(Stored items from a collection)
[Start of section]

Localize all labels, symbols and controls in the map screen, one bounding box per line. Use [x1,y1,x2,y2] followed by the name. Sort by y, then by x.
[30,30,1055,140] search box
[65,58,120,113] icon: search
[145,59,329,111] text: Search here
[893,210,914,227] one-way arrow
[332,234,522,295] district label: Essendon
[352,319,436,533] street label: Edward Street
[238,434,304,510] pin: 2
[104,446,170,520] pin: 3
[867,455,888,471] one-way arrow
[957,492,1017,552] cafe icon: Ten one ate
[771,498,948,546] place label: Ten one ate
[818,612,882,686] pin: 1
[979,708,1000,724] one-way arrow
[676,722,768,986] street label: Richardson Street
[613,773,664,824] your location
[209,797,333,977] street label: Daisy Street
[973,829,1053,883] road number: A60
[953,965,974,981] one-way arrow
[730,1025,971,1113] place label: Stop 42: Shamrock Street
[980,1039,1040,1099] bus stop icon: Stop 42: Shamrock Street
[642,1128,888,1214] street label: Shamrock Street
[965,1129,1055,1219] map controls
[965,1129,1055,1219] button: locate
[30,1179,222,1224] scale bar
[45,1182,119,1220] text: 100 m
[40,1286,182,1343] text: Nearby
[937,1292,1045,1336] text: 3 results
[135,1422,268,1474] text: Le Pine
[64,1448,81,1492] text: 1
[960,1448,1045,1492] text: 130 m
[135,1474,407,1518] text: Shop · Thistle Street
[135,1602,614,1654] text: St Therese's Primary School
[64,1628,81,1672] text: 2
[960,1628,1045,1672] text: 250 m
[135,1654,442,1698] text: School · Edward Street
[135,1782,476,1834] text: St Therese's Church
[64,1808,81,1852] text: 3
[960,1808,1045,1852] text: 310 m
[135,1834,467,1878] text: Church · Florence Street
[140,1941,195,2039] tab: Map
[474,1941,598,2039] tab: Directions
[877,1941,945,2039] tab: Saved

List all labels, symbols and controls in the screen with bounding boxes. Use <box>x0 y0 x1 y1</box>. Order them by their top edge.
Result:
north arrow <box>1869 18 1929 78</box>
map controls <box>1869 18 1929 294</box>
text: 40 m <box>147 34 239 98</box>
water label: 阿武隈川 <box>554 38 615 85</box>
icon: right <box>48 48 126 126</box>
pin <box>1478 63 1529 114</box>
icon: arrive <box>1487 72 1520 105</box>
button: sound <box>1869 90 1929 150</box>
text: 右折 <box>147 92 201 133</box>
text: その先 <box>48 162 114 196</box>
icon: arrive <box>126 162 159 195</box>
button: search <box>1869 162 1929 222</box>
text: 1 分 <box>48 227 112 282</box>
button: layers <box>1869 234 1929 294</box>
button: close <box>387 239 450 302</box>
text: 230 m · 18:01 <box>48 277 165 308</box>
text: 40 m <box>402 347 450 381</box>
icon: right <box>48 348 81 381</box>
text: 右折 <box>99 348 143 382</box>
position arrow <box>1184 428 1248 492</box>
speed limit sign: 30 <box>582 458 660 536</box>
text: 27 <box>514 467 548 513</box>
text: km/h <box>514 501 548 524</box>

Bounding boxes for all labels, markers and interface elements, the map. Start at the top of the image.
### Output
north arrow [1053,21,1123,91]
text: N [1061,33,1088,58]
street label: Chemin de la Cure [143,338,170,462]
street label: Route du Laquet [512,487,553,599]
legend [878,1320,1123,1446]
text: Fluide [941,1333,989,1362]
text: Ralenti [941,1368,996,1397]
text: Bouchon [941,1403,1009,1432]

[End of section]

- _Problem statement_:
In the records above, return only the line that contains "List all labels, symbols" and every line after it through the last, exactly as they appear.

- _Exercise output_:
List all labels, symbols and controls in the screen with bounding boxes. Use <box>x0 y0 x1 y1</box>. Order them by their top edge.
Result:
north arrow <box>1869 18 1929 78</box>
map controls <box>1869 18 1929 294</box>
text: 40 m <box>147 34 239 98</box>
water label: 阿武隈川 <box>554 38 615 85</box>
icon: right <box>48 48 126 126</box>
pin <box>1478 63 1529 114</box>
icon: arrive <box>1487 72 1520 105</box>
button: sound <box>1869 90 1929 150</box>
text: 右折 <box>147 92 201 133</box>
text: その先 <box>48 162 114 196</box>
icon: arrive <box>126 162 159 195</box>
button: search <box>1869 162 1929 222</box>
text: 1 分 <box>48 227 112 282</box>
button: layers <box>1869 234 1929 294</box>
button: close <box>387 239 450 302</box>
text: 230 m · 18:01 <box>48 277 165 308</box>
text: 40 m <box>402 347 450 381</box>
icon: right <box>48 348 81 381</box>
text: 右折 <box>99 348 143 382</box>
position arrow <box>1184 428 1248 492</box>
speed limit sign: 30 <box>582 458 660 536</box>
text: 27 <box>514 467 548 513</box>
text: km/h <box>514 501 548 524</box>

Bounding boxes for all labels, markers and interface elements, the map. Start at the top of the image.
### Output
north arrow [1053,21,1123,91]
text: N [1061,33,1088,58]
street label: Chemin de la Cure [143,338,170,462]
street label: Route du Laquet [512,487,553,599]
legend [878,1320,1123,1446]
text: Fluide [941,1333,989,1362]
text: Ralenti [941,1368,996,1397]
text: Bouchon [941,1403,1009,1432]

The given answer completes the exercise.